Solved – Regression with autocorrelated, lagged independent variable

regressiontime series

Dear Cross Validated Community

I have a question about handling dependencies in time-series regression. This is not an urgent issue. However, it would be nice to have a little discussion here – if someone is intereste in this topic and has time to answer.

Here is the situation:
I have land surface temperature (LST) and NDVI data for a 600×600 pixel scene (it does not matter what NDVI is; for an explanation, see [1]). This datasets spans 15 years, one observation every 16th day. Further, I have a classification dataset that shows different types of vegetation, like 'forest', 'crop', 'grassland' etc.

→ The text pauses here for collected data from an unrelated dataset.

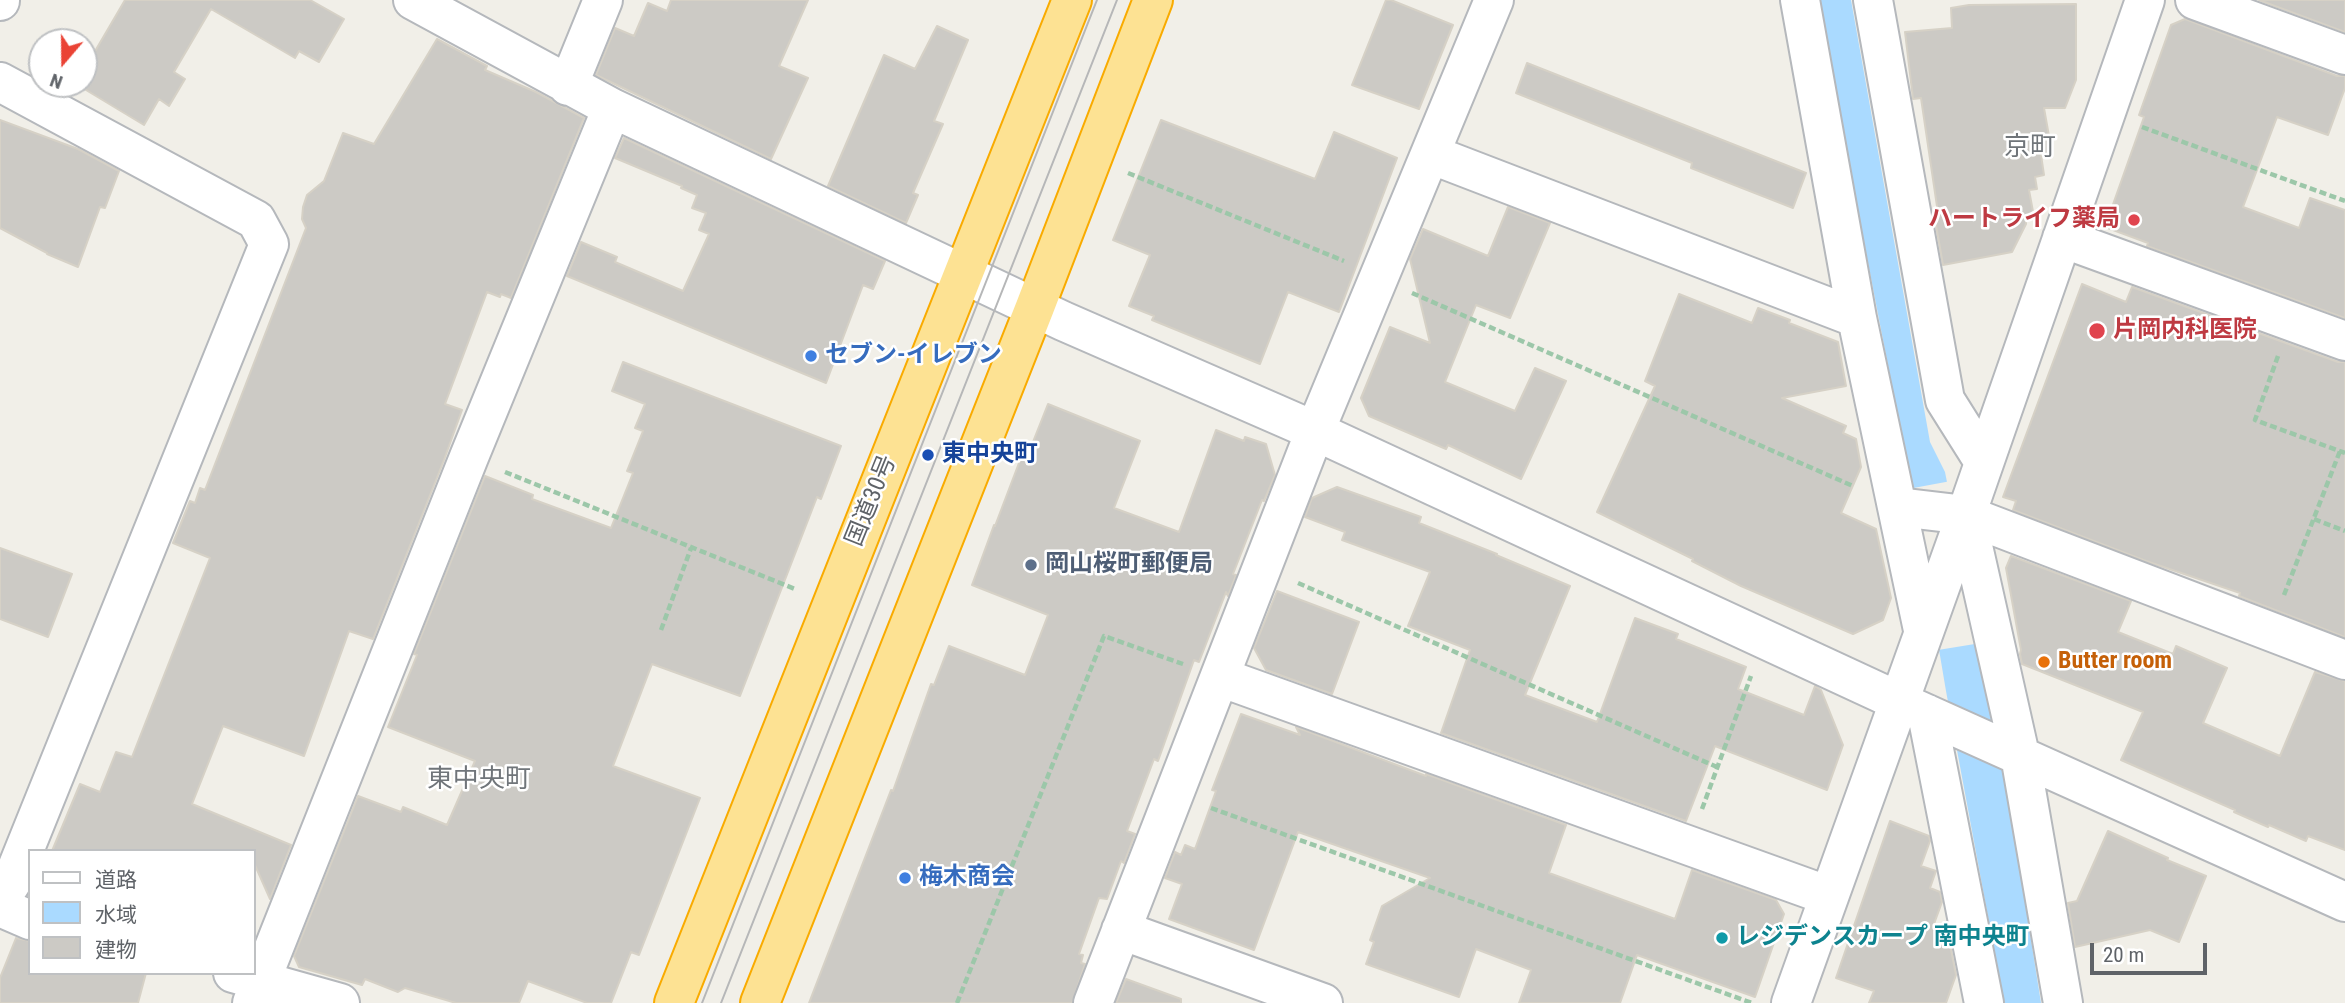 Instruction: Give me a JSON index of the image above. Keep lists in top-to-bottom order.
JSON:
{
  "streets": {
    "highway": ["国道30号"]
  },
  "districts": ["京町", "東中央町"],
  "places": [
    "ハートライフ薬局",
    "片岡内科医院",
    "セブン-イレブン",
    "東中央町",
    "岡山桜町郵便局",
    "Butter room",
    "梅木商会",
    "レジデンスカープ 南中央町"
  ],
  "legend": ["道路", "水域", "建物"],
  "scale_bar": "20 m",
  "north": "bottom"
}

From the NDVI time series, I extracted phenological metrics for every pixel and every year: Start of Season (SoS), End of Season (EoS) and Length of Season (LoS) (See [2] for more detailed information). Let's talk only about SoS, to simplify the problem.

The SoS should not be autocorrelated for the respective pixels, there is only one value per year, but there might be a trend. Now, I want to do a linear regression for every pixel where the dependent variable is the SoS and the independent variable is the LST at the same pixel. Obviousely, the SoS is not only dependent on the LST at the day of year (t), but also on previous values (t-1, t-2, …).

My idea: Investigate the dependencies for the whole dataset to derive a 'global rule'.

  • Let $SOS(p_{i}, s_j)$ be a vector containing the SoS of pixel $p_i$ and season $s_j$.
  • $B$ is a vector containing the coefficients of the regression
  • $LST$ is a matrix containing $LST(p_i, s_j, t_k)$, the LST at a pixel $p_i$, season $s_j$ and time $t_{0-k}$:

Estimating $B$ for time lags $t$, $t-1$,…,$t-k$:

$$\begin{pmatrix}
SoS(p_1, s_1)\\
SoS(p_1, s_2)\\
…\\
SoS(p_n, s_m)
\end{pmatrix}
=
\begin{pmatrix}
1 \ \ \ LST(p_1, s_1, t_0) \ \ \ LST(p_1, s_1, t_{-1}) \ \ \ …\\
1 \ \ \ LST(p_1, s_2, t_0) \ \ \ LST(p_1, s_2, t_{-1}) \ \ \ …\\
…\\
1 \ \ \ LST(p_n, s_m, t_0) \ \ \ LST(p_n, s_m, t_{-1}) \ \ …
\end{pmatrix}
\begin{pmatrix}
B_{0}\\
B_{t}\\
…\\
B_{t-k}
\end{pmatrix}$$

I didn't try this yet. If there is no significance at any time lag, I could convert the model to a mixed effects model, such that the intercept follows a gaussian distribution. Or I could even go further and include the vegetation type as factor, because the dependency on the LST could be different for different vegetation types (I somehow have the feeling that I'm not taking into account the autocorrelation of the LST).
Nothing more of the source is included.